_WORK TO COMPLETE_
Reproduce the whole listing below without its pictures, exactly as written.

--- PROVIDED MATERIAL Enclosed Below ---

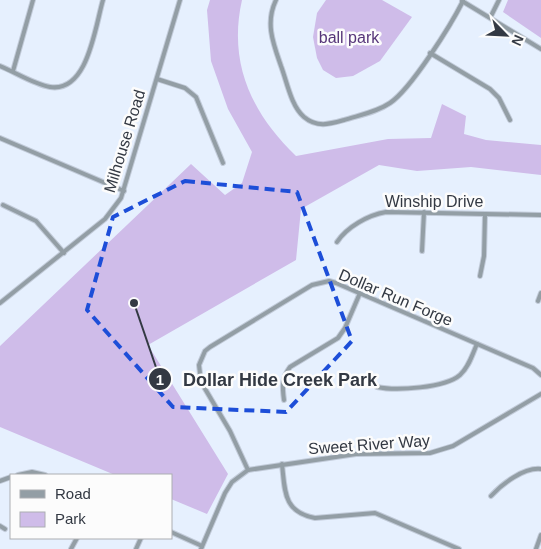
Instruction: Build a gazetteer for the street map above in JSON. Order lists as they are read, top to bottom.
{
  "streets": {
    "street": [
      "Milhouse Road",
      "Winship Drive",
      "Dollar Run Forge",
      "Sweet River Way"
    ]
  },
  "crossings": [
    ["Dollar Run Forge", "Sweet River Way"]
  ],
  "parks": ["ball park"],
  "places": ["Dollar Hide Creek Park"],
  "legend": ["Road", "Park"],
  "north": "bottom right"
}
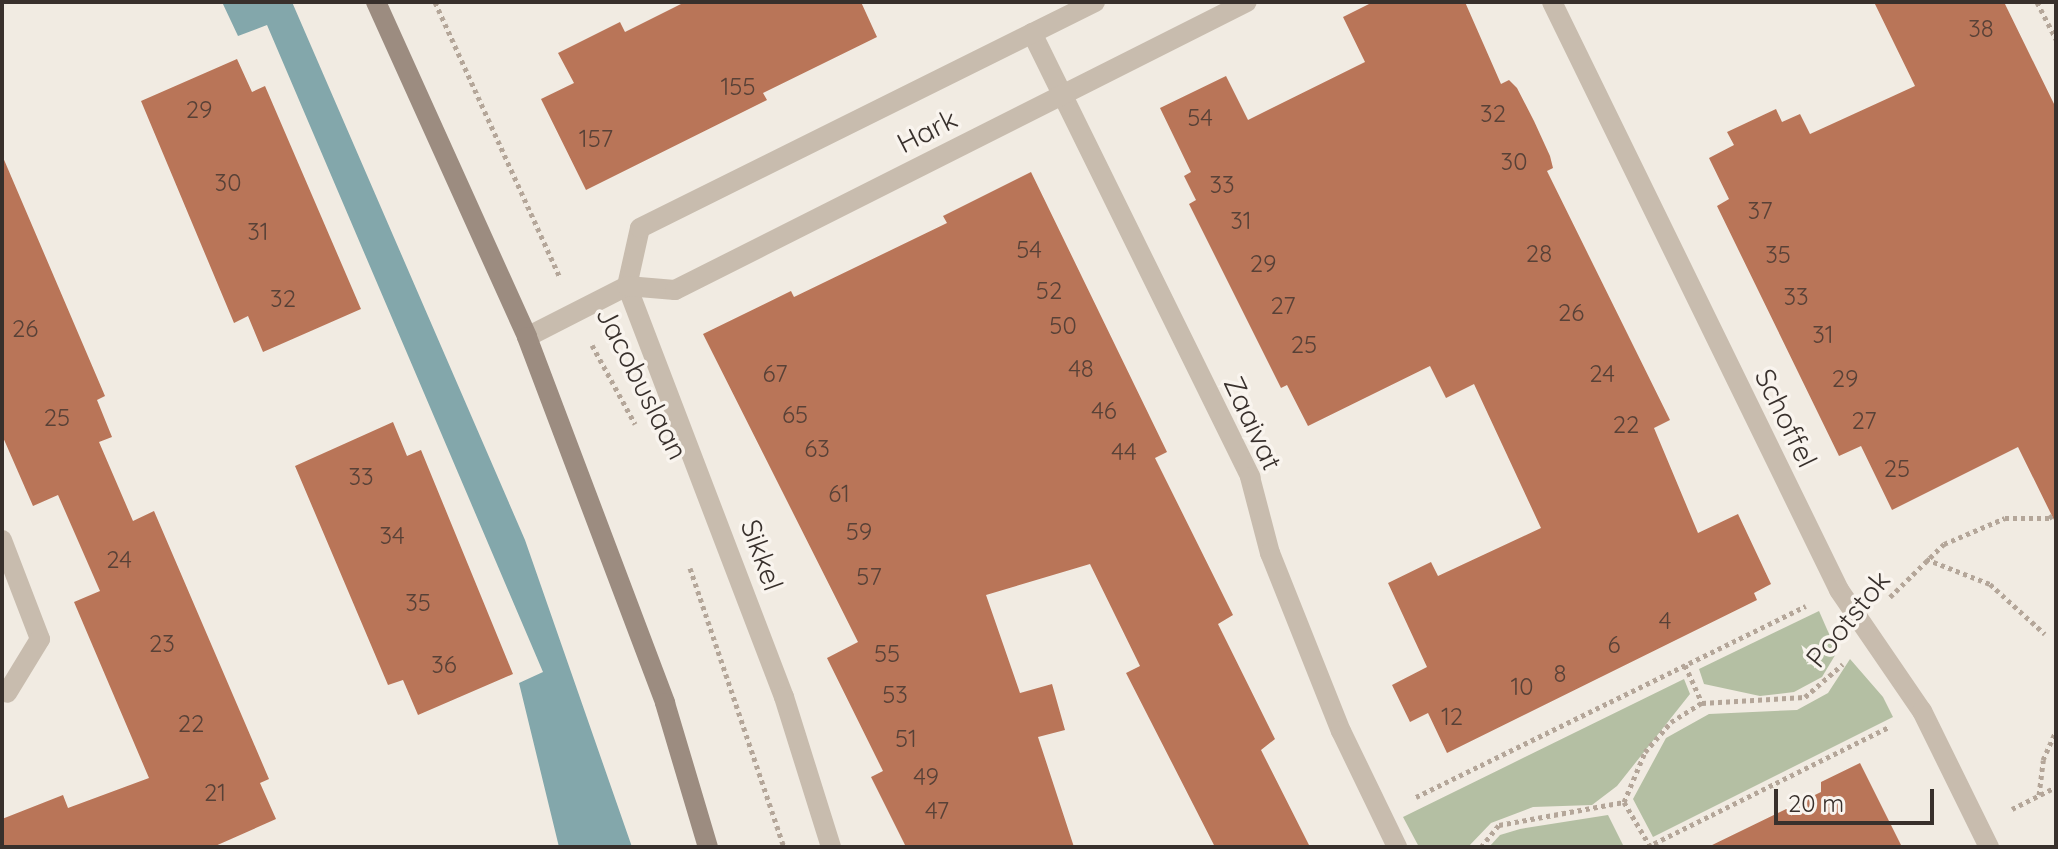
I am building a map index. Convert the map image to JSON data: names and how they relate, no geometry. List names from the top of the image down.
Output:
{
  "streets": {
    "street": [
      "Hark",
      "Schoffel",
      "Zaaivat",
      "Sikkel"
    ],
    "path": ["Jacobuslaan", "Pootstok"]
  },
  "crossings": [
    ["Hark", "Zaaivat"],
    ["Hark", "Sikkel"],
    ["Schoffel", "Pootstok"],
    ["Zaaivat", "Pootstok"]
  ],
  "house_numbers": [
    "38",
    "155",
    "29",
    "32",
    "54",
    "157",
    "30",
    "30",
    "33",
    "37",
    "31",
    "31",
    "54",
    "28",
    "35",
    "29",
    "52",
    "33",
    "32",
    "27",
    "26",
    "50",
    "26",
    "31",
    "25",
    "48",
    "67",
    "24",
    "29",
    "46",
    "65",
    "25",
    "27",
    "22",
    "63",
    "44",
    "25",
    "33",
    "61",
    "59",
    "34",
    "24",
    "57",
    "35",
    "4",
    "23",
    "6",
    "55",
    "36",
    "8",
    "10",
    "53",
    "12",
    "22",
    "51",
    "49",
    "21",
    "47"
  ],
  "scale_bar": "20 m"
}
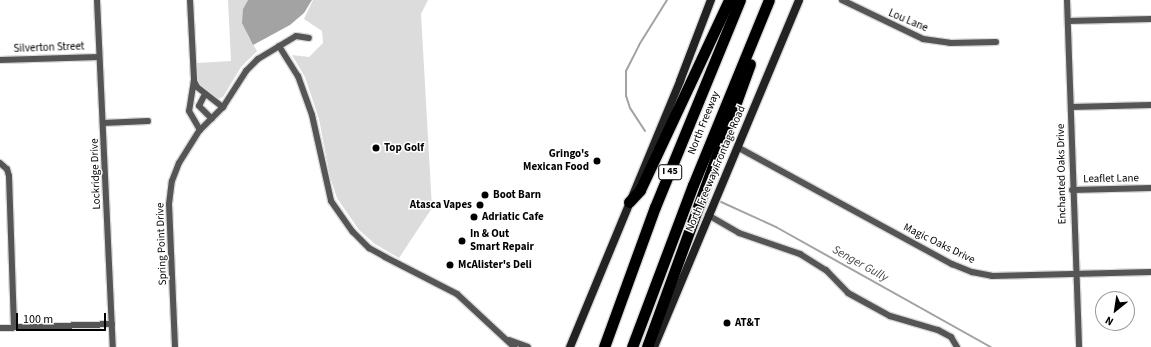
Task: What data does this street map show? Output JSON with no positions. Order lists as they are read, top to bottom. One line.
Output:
{"streets":{"highway":["North Freeway","I 45"],"main road":["North Freeway Frontage Road"],"street":["Lou Lane","Silverton Street","Lockridge Drive","Enchanted Oaks Drive","Leaflet Lane","Spring Point Drive","Magic Oaks Drive"]},"crossings":[["Silverton Street","Lockridge Drive"],["North Freeway Frontage Road","Magic Oaks Drive"],["Enchanted Oaks Drive","Leaflet Lane"],["Enchanted Oaks Drive","Magic Oaks Drive"]],"water":["Senger Gully"],"places":["Top Golf","Gringo's Mexican Food","Boot Barn","Atasca Vapes","Adriatic Cafe","In & Out Smart Repair","McAlister's Deli","AT&T"],"scale_bar":"100 m","north":"bottom left"}
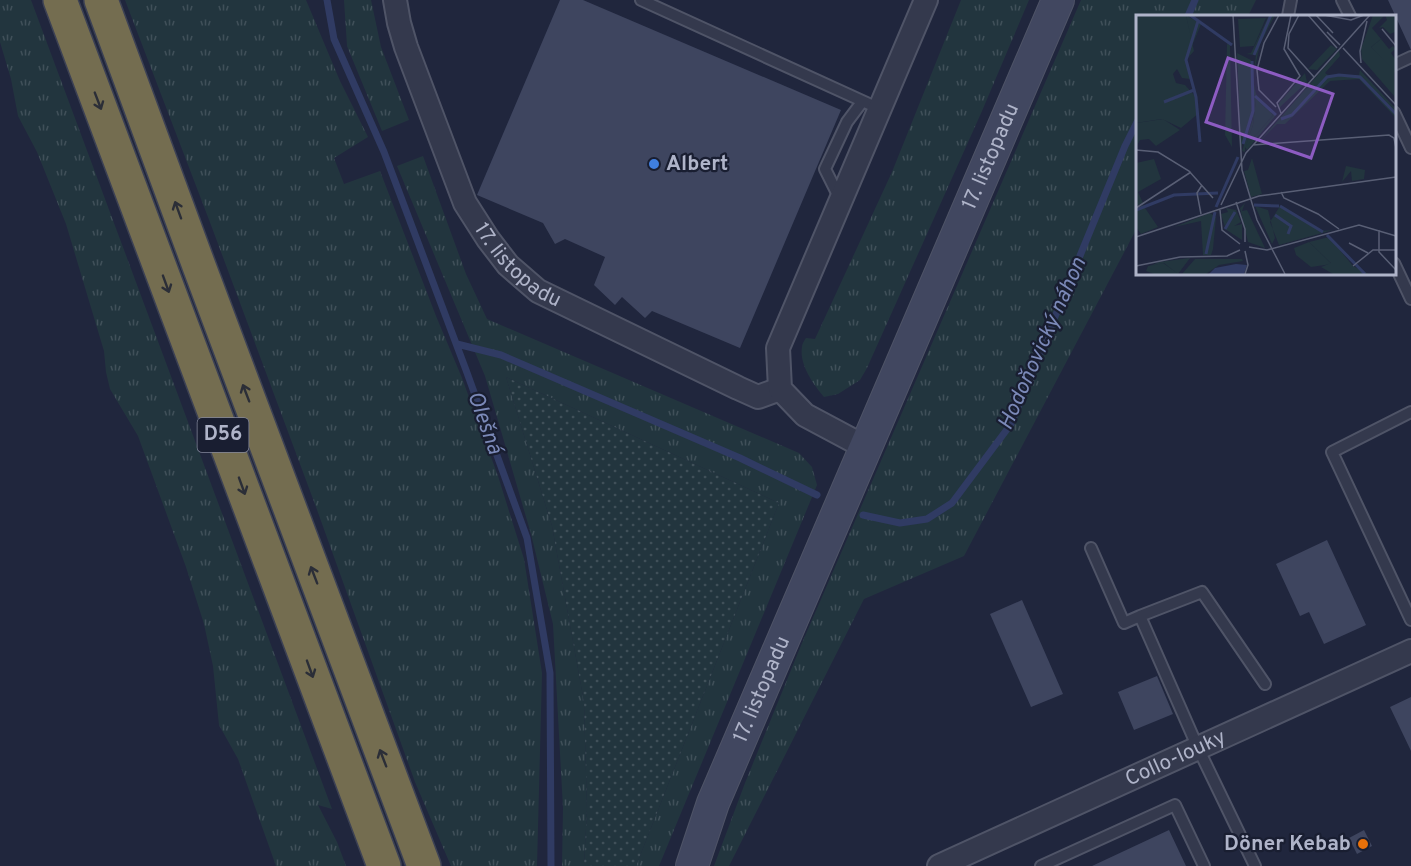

--- End of Enclosed PROVIDED MATERIAL ---

_SOLUTION BELOW_
Instruction: Build a gazetteer for the street map above in JSON. Order lists as they are read, top to bottom.
{
  "streets": {
    "street": [
      "Milhouse Road",
      "Winship Drive",
      "Dollar Run Forge",
      "Sweet River Way"
    ]
  },
  "crossings": [
    ["Dollar Run Forge", "Sweet River Way"]
  ],
  "parks": ["ball park"],
  "places": ["Dollar Hide Creek Park"],
  "legend": ["Road", "Park"],
  "north": "bottom right"
}
I am building a map index. Convert the map image to JSON data: names and how they relate, no geometry. List names from the top of the image down.
Output:
{
  "streets": {
    "street": [
      "Hark",
      "Schoffel",
      "Zaaivat",
      "Sikkel"
    ],
    "path": ["Jacobuslaan", "Pootstok"]
  },
  "crossings": [
    ["Hark", "Zaaivat"],
    ["Hark", "Sikkel"],
    ["Schoffel", "Pootstok"],
    ["Zaaivat", "Pootstok"]
  ],
  "house_numbers": [
    "38",
    "155",
    "29",
    "32",
    "54",
    "157",
    "30",
    "30",
    "33",
    "37",
    "31",
    "31",
    "54",
    "28",
    "35",
    "29",
    "52",
    "33",
    "32",
    "27",
    "26",
    "50",
    "26",
    "31",
    "25",
    "48",
    "67",
    "24",
    "29",
    "46",
    "65",
    "25",
    "27",
    "22",
    "63",
    "44",
    "25",
    "33",
    "61",
    "59",
    "34",
    "24",
    "57",
    "35",
    "4",
    "23",
    "6",
    "55",
    "36",
    "8",
    "10",
    "53",
    "12",
    "22",
    "51",
    "49",
    "21",
    "47"
  ],
  "scale_bar": "20 m"
}
Task: What data does this street map show? Output JSON with no positions. Order lists as they are read, top to bottom. One line.
Output:
{"streets":{"highway":["North Freeway","I 45"],"main road":["North Freeway Frontage Road"],"street":["Lou Lane","Silverton Street","Lockridge Drive","Enchanted Oaks Drive","Leaflet Lane","Spring Point Drive","Magic Oaks Drive"]},"crossings":[["Silverton Street","Lockridge Drive"],["North Freeway Frontage Road","Magic Oaks Drive"],["Enchanted Oaks Drive","Leaflet Lane"],["Enchanted Oaks Drive","Magic Oaks Drive"]],"water":["Senger Gully"],"places":["Top Golf","Gringo's Mexican Food","Boot Barn","Atasca Vapes","Adriatic Cafe","In & Out Smart Repair","McAlister's Deli","AT&T"],"scale_bar":"100 m","north":"bottom left"}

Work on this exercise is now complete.